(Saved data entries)
◆ ◆ ◆

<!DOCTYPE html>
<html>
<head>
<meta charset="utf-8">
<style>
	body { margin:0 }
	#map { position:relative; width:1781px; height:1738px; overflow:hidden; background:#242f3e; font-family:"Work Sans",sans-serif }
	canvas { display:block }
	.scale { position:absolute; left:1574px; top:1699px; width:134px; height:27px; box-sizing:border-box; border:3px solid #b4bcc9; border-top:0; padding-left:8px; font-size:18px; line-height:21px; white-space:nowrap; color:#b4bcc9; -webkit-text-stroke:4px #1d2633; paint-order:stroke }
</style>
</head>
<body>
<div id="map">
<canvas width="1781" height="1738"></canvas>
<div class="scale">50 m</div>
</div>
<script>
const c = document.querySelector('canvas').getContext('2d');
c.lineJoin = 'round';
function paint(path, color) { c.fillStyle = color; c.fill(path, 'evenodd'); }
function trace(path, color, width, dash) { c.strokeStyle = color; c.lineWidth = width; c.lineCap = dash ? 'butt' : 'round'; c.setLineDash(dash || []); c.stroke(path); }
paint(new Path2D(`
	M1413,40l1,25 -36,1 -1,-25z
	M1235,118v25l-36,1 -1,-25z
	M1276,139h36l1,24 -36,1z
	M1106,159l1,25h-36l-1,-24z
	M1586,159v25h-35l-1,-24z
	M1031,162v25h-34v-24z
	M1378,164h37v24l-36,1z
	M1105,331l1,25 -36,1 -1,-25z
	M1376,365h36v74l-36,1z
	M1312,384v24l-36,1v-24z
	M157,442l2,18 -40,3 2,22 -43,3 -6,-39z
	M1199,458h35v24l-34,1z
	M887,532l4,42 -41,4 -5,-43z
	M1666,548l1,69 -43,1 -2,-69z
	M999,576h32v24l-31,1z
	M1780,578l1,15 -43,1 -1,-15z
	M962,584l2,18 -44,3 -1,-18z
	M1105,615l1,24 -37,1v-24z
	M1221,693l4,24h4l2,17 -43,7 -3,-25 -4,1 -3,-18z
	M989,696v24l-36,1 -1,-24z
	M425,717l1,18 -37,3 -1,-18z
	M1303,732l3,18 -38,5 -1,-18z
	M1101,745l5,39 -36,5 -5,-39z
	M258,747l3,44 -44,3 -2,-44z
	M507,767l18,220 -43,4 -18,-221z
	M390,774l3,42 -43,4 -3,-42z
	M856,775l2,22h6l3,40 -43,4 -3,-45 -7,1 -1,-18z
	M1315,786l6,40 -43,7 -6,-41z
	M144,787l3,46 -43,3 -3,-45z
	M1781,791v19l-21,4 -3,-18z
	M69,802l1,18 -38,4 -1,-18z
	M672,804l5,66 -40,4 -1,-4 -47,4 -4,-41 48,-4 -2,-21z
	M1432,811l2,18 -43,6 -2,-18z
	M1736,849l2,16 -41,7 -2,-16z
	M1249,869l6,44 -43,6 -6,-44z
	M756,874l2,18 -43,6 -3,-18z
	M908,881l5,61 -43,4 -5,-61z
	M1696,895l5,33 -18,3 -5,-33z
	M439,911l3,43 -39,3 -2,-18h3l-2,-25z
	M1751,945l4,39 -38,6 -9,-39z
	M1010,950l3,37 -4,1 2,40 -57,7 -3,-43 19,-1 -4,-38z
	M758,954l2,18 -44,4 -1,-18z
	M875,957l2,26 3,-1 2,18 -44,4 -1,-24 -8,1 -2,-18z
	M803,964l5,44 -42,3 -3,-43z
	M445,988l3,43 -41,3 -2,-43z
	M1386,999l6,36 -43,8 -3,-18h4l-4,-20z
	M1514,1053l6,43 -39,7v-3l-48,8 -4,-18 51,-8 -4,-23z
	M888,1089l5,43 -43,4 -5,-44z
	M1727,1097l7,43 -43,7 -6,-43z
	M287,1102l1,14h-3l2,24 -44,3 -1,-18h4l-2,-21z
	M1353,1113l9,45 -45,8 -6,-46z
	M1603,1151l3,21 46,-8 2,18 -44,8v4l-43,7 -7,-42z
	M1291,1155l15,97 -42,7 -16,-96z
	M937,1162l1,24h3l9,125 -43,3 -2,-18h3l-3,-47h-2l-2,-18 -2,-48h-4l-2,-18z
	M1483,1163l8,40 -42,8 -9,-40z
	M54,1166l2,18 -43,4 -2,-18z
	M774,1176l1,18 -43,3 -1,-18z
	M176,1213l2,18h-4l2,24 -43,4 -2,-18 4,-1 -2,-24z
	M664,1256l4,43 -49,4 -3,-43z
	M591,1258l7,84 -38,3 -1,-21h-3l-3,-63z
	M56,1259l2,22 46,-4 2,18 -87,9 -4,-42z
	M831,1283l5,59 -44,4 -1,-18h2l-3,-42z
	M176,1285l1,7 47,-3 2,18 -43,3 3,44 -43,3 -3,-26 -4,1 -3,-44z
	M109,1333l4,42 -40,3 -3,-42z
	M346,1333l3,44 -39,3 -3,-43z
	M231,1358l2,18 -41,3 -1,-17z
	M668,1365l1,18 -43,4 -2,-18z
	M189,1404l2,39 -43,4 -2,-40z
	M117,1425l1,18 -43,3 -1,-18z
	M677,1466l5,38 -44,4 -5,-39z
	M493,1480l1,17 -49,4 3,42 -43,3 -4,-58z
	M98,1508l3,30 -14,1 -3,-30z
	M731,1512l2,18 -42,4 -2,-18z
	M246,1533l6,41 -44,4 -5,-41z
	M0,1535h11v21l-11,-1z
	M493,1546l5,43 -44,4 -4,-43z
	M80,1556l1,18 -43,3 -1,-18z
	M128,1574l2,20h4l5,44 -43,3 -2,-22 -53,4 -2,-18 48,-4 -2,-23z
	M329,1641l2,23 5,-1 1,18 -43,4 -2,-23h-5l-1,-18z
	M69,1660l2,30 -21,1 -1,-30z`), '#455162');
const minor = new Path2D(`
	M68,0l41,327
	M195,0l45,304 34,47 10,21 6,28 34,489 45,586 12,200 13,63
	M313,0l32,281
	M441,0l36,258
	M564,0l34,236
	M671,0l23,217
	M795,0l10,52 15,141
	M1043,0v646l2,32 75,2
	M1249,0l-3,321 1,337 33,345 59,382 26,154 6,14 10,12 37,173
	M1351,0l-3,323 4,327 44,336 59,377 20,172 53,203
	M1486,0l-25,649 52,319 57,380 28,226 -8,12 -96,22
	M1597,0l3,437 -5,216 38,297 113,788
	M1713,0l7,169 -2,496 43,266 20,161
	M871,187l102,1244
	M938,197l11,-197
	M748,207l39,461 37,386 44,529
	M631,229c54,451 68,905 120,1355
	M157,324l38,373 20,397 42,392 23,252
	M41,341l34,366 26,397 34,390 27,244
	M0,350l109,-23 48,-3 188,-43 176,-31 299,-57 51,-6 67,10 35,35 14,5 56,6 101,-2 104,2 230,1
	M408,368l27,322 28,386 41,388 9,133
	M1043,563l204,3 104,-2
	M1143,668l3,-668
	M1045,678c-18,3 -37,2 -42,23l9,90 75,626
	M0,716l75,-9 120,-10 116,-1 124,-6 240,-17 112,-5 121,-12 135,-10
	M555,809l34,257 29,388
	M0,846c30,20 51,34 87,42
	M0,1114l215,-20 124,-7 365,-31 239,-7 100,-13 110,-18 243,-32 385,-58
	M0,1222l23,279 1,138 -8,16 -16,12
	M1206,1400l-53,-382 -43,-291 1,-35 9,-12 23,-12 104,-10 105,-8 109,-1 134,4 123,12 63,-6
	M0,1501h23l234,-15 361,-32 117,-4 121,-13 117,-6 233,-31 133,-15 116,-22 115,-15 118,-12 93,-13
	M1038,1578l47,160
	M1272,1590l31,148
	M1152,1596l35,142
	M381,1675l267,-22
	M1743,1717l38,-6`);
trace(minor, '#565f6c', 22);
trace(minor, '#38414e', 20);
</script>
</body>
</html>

◆ ◆ ◆

Respond with only the number of lines in the records that include the word "scale".

2